| Work required |
The full listing, start to finish: write it out again exactly.
#####
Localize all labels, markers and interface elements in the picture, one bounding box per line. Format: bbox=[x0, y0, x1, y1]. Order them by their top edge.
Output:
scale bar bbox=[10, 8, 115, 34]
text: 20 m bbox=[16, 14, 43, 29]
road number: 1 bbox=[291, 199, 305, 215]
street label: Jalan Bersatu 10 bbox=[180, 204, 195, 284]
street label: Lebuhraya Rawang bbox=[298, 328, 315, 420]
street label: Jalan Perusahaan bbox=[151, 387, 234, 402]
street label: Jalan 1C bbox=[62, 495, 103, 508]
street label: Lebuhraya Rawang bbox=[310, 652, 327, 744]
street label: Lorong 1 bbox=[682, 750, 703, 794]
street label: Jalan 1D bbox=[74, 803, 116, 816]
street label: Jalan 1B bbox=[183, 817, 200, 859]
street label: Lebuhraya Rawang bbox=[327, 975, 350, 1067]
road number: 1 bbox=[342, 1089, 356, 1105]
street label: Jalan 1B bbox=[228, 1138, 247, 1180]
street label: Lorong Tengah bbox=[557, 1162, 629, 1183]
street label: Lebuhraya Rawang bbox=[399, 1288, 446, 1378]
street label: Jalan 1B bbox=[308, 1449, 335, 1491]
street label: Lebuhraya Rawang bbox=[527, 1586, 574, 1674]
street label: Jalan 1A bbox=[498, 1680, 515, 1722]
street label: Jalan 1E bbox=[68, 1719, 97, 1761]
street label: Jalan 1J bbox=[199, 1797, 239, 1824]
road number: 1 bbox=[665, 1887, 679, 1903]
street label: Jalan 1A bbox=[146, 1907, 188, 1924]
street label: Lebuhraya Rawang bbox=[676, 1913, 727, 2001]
#####
| Result |
Localize all labels, markers and interface elements in the picture, one bounding box per line. Format: bbox=[x0, y0, x1, y1]. Order them by their top edge.
Output:
scale bar bbox=[10, 8, 115, 34]
text: 20 m bbox=[16, 14, 43, 29]
road number: 1 bbox=[291, 199, 305, 215]
street label: Jalan Bersatu 10 bbox=[180, 204, 195, 284]
street label: Lebuhraya Rawang bbox=[298, 328, 315, 420]
street label: Jalan Perusahaan bbox=[151, 387, 234, 402]
street label: Jalan 1C bbox=[62, 495, 103, 508]
street label: Lebuhraya Rawang bbox=[310, 652, 327, 744]
street label: Lorong 1 bbox=[682, 750, 703, 794]
street label: Jalan 1D bbox=[74, 803, 116, 816]
street label: Jalan 1B bbox=[183, 817, 200, 859]
street label: Lebuhraya Rawang bbox=[327, 975, 350, 1067]
road number: 1 bbox=[342, 1089, 356, 1105]
street label: Jalan 1B bbox=[228, 1138, 247, 1180]
street label: Lorong Tengah bbox=[557, 1162, 629, 1183]
street label: Lebuhraya Rawang bbox=[399, 1288, 446, 1378]
street label: Jalan 1B bbox=[308, 1449, 335, 1491]
street label: Lebuhraya Rawang bbox=[527, 1586, 574, 1674]
street label: Jalan 1A bbox=[498, 1680, 515, 1722]
street label: Jalan 1E bbox=[68, 1719, 97, 1761]
street label: Jalan 1J bbox=[199, 1797, 239, 1824]
road number: 1 bbox=[665, 1887, 679, 1903]
street label: Jalan 1A bbox=[146, 1907, 188, 1924]
street label: Lebuhraya Rawang bbox=[676, 1913, 727, 2001]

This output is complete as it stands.